With some changes in notations and names, I'm often seeing my (engineering) students using the following technique to estimate uncertainty from measurements:
Suppose that $x_1,...,x_n$ are measured with uncertainties $\delta x_1,...,\delta x_n$, and these measured values are used to compute the function $f(x_1,...,x_n)$. If the uncertainties in $x_1,...,x_n$ are independent and random, then the uncertainty in $f$ is \begin{equation}\label{eq1} \delta f = \sqrt{ \left(\dfrac{\partial f}{\partial x_1}\delta x_1 \right)^2 + ... + \left(\dfrac{\partial f}{\partial x_n}\delta x_n \right)^2 } \end{equation}
Partial derivatives here are assumed on the point that's the actual measurement of what's being measured, and the $\delta x_i$ are taken accordingly to the uncertainty of the measurement.
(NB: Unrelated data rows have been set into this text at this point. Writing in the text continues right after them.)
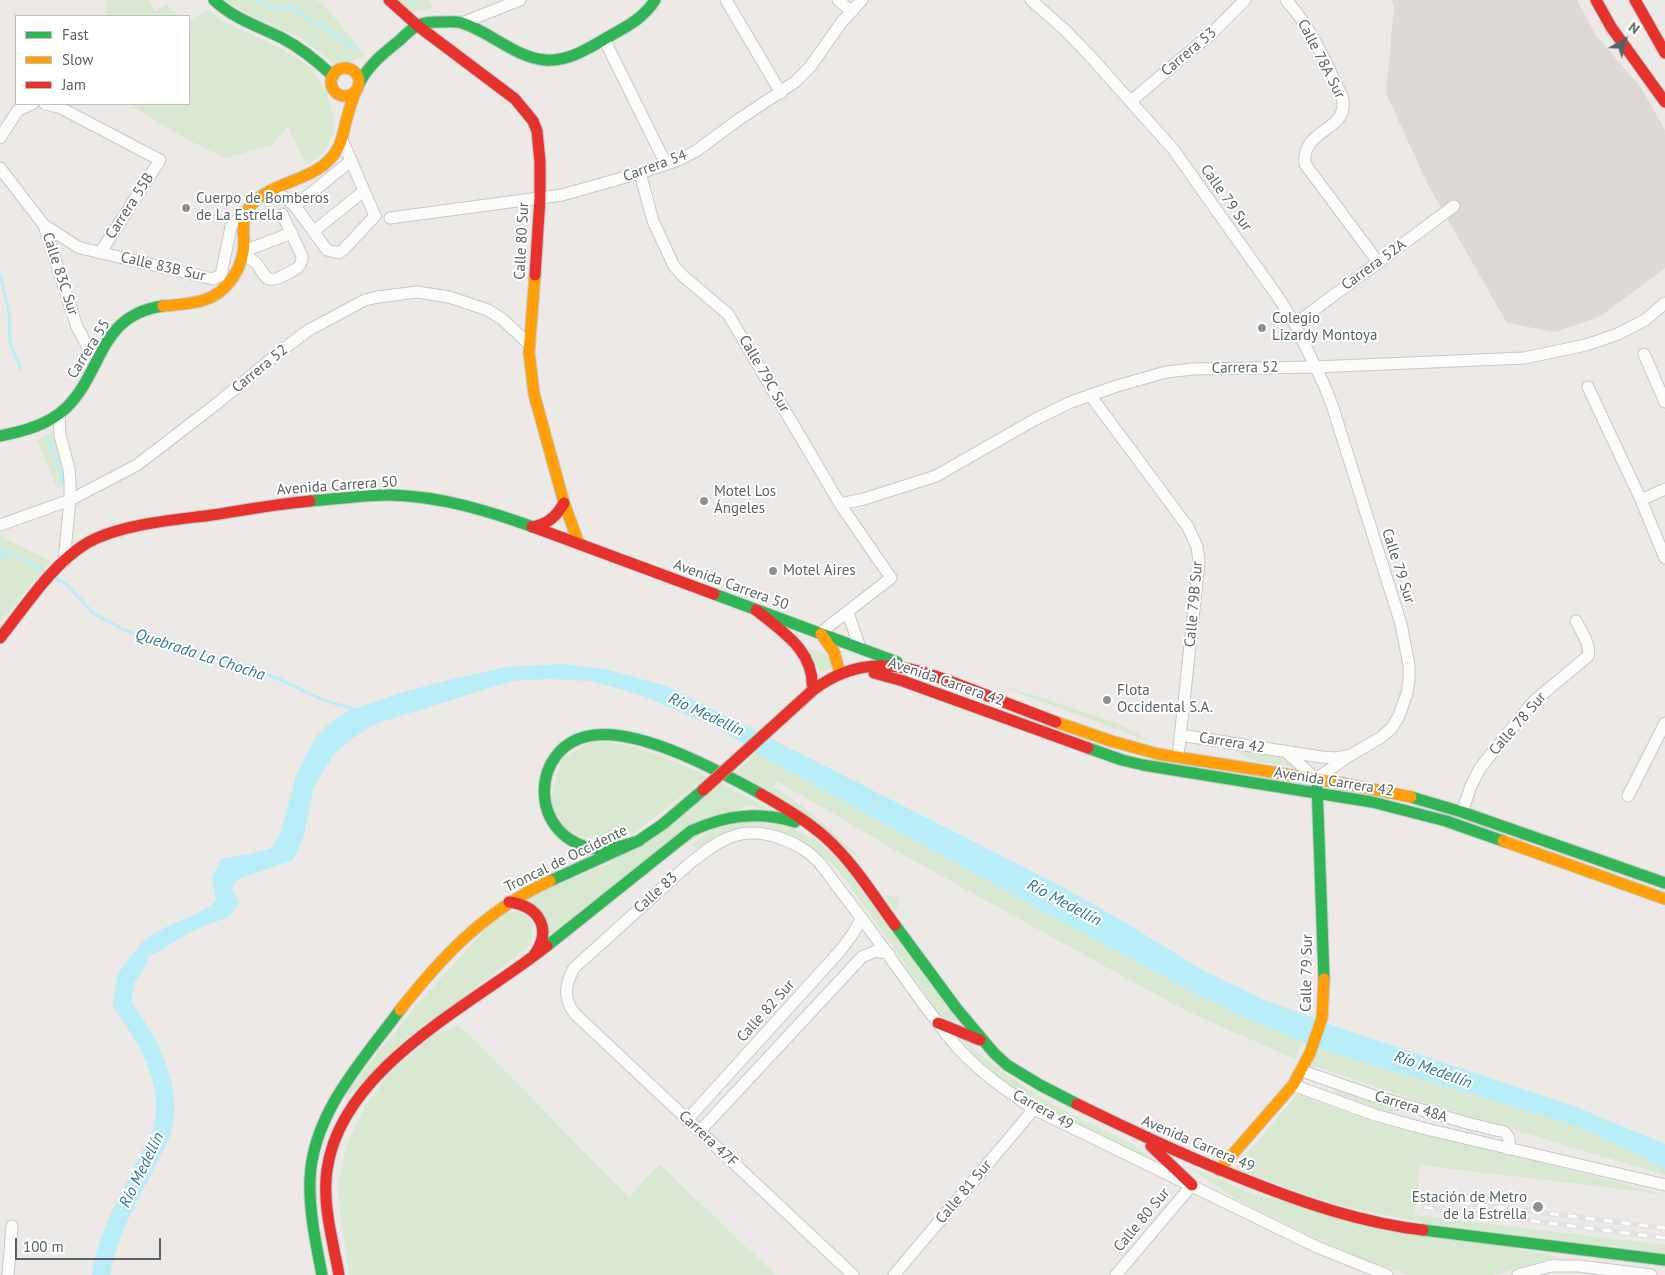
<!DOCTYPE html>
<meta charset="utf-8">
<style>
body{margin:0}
#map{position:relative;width:1665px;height:1275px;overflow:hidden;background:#ece9e6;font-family:"PT Sans",sans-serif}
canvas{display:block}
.legend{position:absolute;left:15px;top:15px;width:175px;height:90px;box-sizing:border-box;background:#fff;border:1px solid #bdc0c1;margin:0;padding:6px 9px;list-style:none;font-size:15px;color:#5b6265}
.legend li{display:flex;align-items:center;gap:10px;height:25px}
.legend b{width:25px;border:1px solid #bdc0c1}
.north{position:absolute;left:1600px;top:15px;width:50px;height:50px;-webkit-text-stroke:4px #fff;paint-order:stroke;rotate:37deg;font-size:14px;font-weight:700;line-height:20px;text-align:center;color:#5b6265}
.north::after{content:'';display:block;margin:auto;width:18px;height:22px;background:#5b6265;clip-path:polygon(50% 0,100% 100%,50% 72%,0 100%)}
.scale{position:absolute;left:15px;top:1238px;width:146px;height:22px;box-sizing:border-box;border:2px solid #5b6265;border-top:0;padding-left:6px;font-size:15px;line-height:18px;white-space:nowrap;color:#5b6265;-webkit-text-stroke:4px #fff;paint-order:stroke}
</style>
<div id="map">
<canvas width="1665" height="1275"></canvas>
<ul class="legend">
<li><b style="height:6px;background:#30b455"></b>Fast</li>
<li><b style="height:6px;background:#ff9f0a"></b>Slow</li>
<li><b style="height:6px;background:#e5322d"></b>Jam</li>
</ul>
<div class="north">N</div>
<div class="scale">100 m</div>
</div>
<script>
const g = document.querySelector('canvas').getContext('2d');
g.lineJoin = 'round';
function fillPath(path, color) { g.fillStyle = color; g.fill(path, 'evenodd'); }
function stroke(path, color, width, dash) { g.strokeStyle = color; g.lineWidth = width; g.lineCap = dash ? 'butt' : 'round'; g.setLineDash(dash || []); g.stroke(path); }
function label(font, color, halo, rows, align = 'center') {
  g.font = font + ' "PT Sans",sans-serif'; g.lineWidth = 4; g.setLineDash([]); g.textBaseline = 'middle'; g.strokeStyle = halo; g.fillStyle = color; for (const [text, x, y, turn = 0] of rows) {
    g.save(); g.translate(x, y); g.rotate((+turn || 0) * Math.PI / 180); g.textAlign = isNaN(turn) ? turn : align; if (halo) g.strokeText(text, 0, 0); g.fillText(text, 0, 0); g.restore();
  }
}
fillPath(new Path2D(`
 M1392,0H1577L1595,34L1642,89L1665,130V268L1599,317L1555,332L1507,323L1428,185L1386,93L1394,8Z`), '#ddd9d7');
fillPath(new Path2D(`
 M107,0H149L156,11L166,4L178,16H106Z
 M226,0H316L324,5L365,55L338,67L301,38L248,14Z
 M399,0H429L433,8L412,12Z
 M208,9L219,19L284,50L311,68L326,92L333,113L334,132L323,154L306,165L288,126L272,145L225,158L184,138L131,105V104H189V22Z
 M53,432L67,482L57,489L37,439Z
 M0,533L6,539L51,561L0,622Z
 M802,645L833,658L835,666L821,673Z
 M1005,688L1031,694L1117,723L1154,743Z
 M594,740C604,742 615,742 625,745C678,758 727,786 775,812L746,805L548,935L524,899L610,863L697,784L633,834L608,842L569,833L550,804L560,760Z
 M1233,749L1281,757L1295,767L1254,761Z
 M756,753L1044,912L1192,992L1243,1017L1302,1042L1295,1059L1186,1011L902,854L777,781L773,787C808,808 837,835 866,863L815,826L733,774Z
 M746,821L787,826L816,840L843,865L957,1020L940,1017C915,979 890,941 863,904C854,893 847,881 838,870C817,848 780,823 748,826C728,828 712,839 696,849L691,845L714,829Z
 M884,895L900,897L896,911Z
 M516,911L527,916L533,924L532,940L526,948L445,1012L350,1094L347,1092L418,1003L488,927L506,913Z
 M459,1025L629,1197L659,1164L775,1275H350L340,1214L339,1179L347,1145L365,1106L391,1072L435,1034Z
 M960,1038L999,1069L1037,1095L1075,1116L1132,1144L1158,1163C1100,1136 1036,1113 988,1069C978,1060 969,1048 960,1038Z
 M1319,1049L1568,1123L1620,1146L1644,1158L1665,1171V1175L1421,1102L1312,1065Z
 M1337,1088L1402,1110L1390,1114L1333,1096Z
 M1297,1094L1379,1124L1554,1166L1663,1194L1420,1165L1414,1215L1665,1245V1253L1424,1223L1330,1203L1234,1169Z
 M1187,1166L1256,1195L1558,1257L1493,1275H1410L1368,1261L1302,1232L1238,1200Z`), '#d9e8d0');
fillPath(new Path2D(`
 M564,664L610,670L669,687L1059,885L1126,923L1202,970L1262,999L1346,1030L1571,1105L1665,1144V1171L1644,1158L1620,1146L1568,1123L1319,1049L1243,1017L1192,992L1044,912L756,753L722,730L641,695L591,681L548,679L512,681L375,724L353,738L334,754L314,786L303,838L293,860L238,879L232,888L239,902L230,916L190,932L158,952L148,956L131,983L122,975C128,964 134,950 143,942C164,923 195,919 216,901L212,877L221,859L250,854L272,848L281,832L296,775L310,748L317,736L329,724L346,712L396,694L449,680L506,667Z`), '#b9edf8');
stroke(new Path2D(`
 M258,0C270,7 281,12 295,6L309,21L320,23L356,50
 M411,0L413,3
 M0,274L9,311L10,344L21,369
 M47,436L65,484
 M0,548L46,572
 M0,560L6,552
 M54,577L66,584L93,613L126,631L158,643L238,663L283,681L323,700L357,710`), '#b9edf8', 3);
stroke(new Path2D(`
 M101,1275C107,1234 129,1198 147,1162C152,1151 161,1139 163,1127C173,1083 147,1038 122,1004L126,978L139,960`), '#b9edf8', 18);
const street = new Path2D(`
 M726,0L781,93
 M838,0L851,11
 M1031,0L1066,31L1090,56L1173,149L1278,297L1295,324L1325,387L1333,408L1401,624L1409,665V680L1407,693L1399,716L1391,729L1380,738L1349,756L1316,779L1285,751
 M1286,0C1313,30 1324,60 1342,96C1352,132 1301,127 1305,164L1378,262
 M462,23L520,0
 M604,39L666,164
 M1131,101L1213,32L1245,0
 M45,104L59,107L160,160L100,253
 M0,138L18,110L32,104
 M0,168L44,225L77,327L87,345L98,358
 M640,173L653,221L674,266L683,276L728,314L840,504L891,578L820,633
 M273,189L295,206L327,250L339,253L344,249L375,216L342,140
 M295,206L347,164L352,162
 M390,218L562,195L640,173L681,159L696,151L738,120L795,82L810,67L841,23L862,0
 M44,225L78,247L85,249L213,279L221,275L231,227L234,222L245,215
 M314,231L364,191
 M243,248H252L292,233
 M243,255C272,266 255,293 292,271C299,267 302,265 302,256L282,214
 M1295,324L1454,206
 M1644,354L1665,402
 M1588,387L1641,500L1665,558
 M1090,395L1188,527L1197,547L1199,562L1178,757
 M59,415L60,435L69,469L70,481V500L64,562
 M1641,500L1665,489
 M840,504L864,499L936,476L1034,420L1071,402L1117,386L1166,372L1193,369L1316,367L1524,358L1586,345L1618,334L1645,320L1665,303
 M0,525L70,500L137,465L215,405L286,347L309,330L365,300L378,297L417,292L449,297L488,310L502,319L529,344
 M848,613L860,648
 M1180,735L1321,757L1336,758L1347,756
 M1628,796L1665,723
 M1462,812L1471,786L1480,768L1533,702L1588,656C1591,645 1581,631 1576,621
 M1302,1071L1374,1096L1467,1123L1504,1132C1510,1137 1510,1141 1508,1149
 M1293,1085L1375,1115L1426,1129L1665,1185
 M687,1120L840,951L852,935L862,918
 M700,1131L862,957L876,951L889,954
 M1549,1266H1579L1651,1275
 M8,1275L12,1226
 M853,1275L575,1014C563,999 565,984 574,968L689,864C707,850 728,832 753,833C771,833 791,841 806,851C821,861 832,880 843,894C881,942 914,994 952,1041C975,1069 1004,1089 1034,1109L1317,1247L1387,1275
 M894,1275L1034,1109
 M1116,1275L1192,1185
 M1518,1275L1555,1265`);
const fast = new Path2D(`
 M214,0C234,19 258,26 282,38C301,48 318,62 333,76
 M359,84C368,65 384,53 400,40C405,35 411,29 417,26C424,22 432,22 440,22C447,22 455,21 462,23C491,32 514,57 545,60C568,62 589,48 608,37C626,27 644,18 655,0
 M0,436C24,431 48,425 66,408C104,371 98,315 163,306
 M310,501C337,499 364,495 390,495C440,496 489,511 536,528
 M714,594L897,662
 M1088,748L1122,760L1143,765L1372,802L1446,821L1503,841
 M1317,784L1324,979
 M1411,797L1462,812L1665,883
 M639,841C626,844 612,851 598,849C526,841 528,742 595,735C644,730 719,771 761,794
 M550,881L638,841L663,824L703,790
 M895,925L957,1009L994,1053L1007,1065L1040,1085L1077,1104
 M547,946L691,831C726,815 758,811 795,822
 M1423,1230L1665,1260
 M322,1275C316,1244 309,1212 310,1180C312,1114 362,1061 400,1010`);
const slow = new Path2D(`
 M331 82a14 14 0 1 1 28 0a14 14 0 1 1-28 0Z
 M535,275L529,352L534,394L564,503L579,544
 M163,306C177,305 191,304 204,300C229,292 244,266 244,241C243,229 242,215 251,205C276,178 320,182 338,148C343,139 344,128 347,118C349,110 352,101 355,93
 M821,634L834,652L840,673
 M1056,722L1111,741L1158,754L1347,784L1411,797
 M1503,841L1665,899
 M400,1010C443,955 486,910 550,881
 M1219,1170L1293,1085L1310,1053L1322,1018L1324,979`);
const jam = new Path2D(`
 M389,0L418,26L515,99L533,121L537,131L540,162V198L535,275
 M1596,0L1611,27L1665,102
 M1635,0L1665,53
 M532,527C548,524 556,517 564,503
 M536,528L714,594
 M756,610C783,632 816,652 812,691
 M0,638C26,606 51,565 87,543C120,524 174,520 212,515C245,510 277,504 310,501
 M874,673L903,681L1088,748
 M812,691C866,649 913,667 970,689C999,700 1028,711 1056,722
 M761,794C783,807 806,820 825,837C853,862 873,895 895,925
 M509,902C539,906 553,929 534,955
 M938,1023L980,1040
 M1077,1104C1134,1132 1191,1159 1251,1182C1307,1204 1363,1223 1423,1230
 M1151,1146L1192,1185
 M339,1275C333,1241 322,1205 327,1170C341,1067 474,1004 547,946`);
stroke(street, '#c8c8c8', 13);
stroke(fast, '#c7c8c7', 13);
stroke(slow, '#c7c8c7', 13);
stroke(jam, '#c7c8c7', 13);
stroke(street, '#fcfcfb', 11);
stroke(fast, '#30b455', 11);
stroke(slow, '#ff9f0a', 11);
stroke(jam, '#e5322d', 11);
const rail = new Path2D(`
 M1425,1198L1665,1228
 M1424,1207L1665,1238`);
stroke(rail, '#e2e2e2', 5);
stroke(rail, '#fff', 3, [9]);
const jamBridge = new Path2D(`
 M703,790L812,691`);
stroke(jamBridge, '#c4a893', 13, []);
stroke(jamBridge, '#e5322d', 11);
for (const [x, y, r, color] of [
 [186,208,5,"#8e9192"],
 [1262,328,5,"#8e9192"],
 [704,501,5,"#8e9192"],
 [773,571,5,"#8e9192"],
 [1107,700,5,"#8e9192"],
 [1538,1207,6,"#8e9192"]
]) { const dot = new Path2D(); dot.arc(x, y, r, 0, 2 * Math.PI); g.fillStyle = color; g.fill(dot); stroke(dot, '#fff', 2); }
label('15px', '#5b6265', '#fff', [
 ["Carrera 53",1189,52,-40],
 ["Calle 78A Sur",1321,59,63],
 ["Carrera 54",655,166,-20],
 ["Calle 79 Sur",1226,198,55],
 ["Carrera 55B",130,206,-57],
 ["Calle 80 Sur",522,241,-87],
 ["Carrera 52A",1374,265,-36],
 ["Calle 83B Sur",163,267,13],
 ["Calle 83C Sur",60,274,72],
 ["Carrera 55",89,349,-58],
 ["Carrera 52",1245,368,-1],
 ["Carrera 52",260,369,-39],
 ["Calle 79C Sur",764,374,60],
 ["Avenida Carrera 50",337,486,-4],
 ["Calle 79 Sur",1398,566,72],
 ["Avenida Carrera 50",731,585,20],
 ["Calle 79B Sur",1194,604,-85],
 ["Avenida Carrera 42",946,682,19],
 ["Calle 78 Sur",1518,724,-49],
 ["Carrera 42",1232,743,9],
 ["Avenida Carrera 42",1334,782,9],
 ["Troncal de Occidente",566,859,-26],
 ["Calle 83",656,893,-42],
 ["Calle 79 Sur",1307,973,-89],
 ["Calle 82 Sur",766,1011,-48],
 ["Carrera 48A",1411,1107,17],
 ["Carrera 49",1043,1110,29],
 ["Carrera 47F",708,1139,43],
 ["Avenida Carrera 49",1198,1144,23],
 ["Calle 81 Sur",964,1192,-50],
 ["Calle 80 Sur",1142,1220,-50]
]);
label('15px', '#5b6265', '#fff', [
 ["Cuerpo de Bomberos",196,199],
 ["de La Estrella",196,216],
 ["Colegio",1272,319],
 ["Lizardy Montoya",1272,336],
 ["Motel Los",714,492],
 ["Ángeles",714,509],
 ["Motel Aires",783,571],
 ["Flota",1117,691],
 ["Occidental S.A.",1117,708],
 ["Estación de Metro",1527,1198,"right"],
 ["de la Estrella",1527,1215,"right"]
], 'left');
label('italic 16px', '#307a92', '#fff', [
 ["Quebrada La Chocha",200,655,18],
 ["Río Medellín",706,715,25],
 ["Río Medellín",1064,903,28],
 ["Río Medellín",1433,1070,20],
 ["Río Medellín",142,1170,-64]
]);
</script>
I can see an obvious motivation here: using its degree one Taylor polynomial as an approximation to the function $f$ near one point of its domain $(a_1,...,a_n)$ (assuming differentiability): $$ f(x_1,...,x_n)\simeq \sum_{i=1}^n \dfrac{\partial f}{\partial x_i} (x_i-a_i) $$
Problem is: why using squares for the equation of $\delta f$? If you square the two sides of the first degree Taylor polynomial of $f$, then it would have cross-terms between partial derivatires with respect to different coordinates. Does the uncertainty formula means that these should be considered as zero when it assumes that the variables are "independent and random"? It seems to me that, even when these variables are "independent" (like, radius and height of a cilinder), these cross-terms product's uncertainties can affect the final uncertainty (volume of cilinder) more than the estimative would have us believe.
Working with the inequalities does not lead to the desired result.
Not sure if I was clear. The main reference here is John R. Taylor's "Introduction to Error Analysis", 1997. Check near equation 3.47 pg 75.
Curiously, the author "Taylor" does not mention the "Taylor" polynomial. So many lost opportunities here.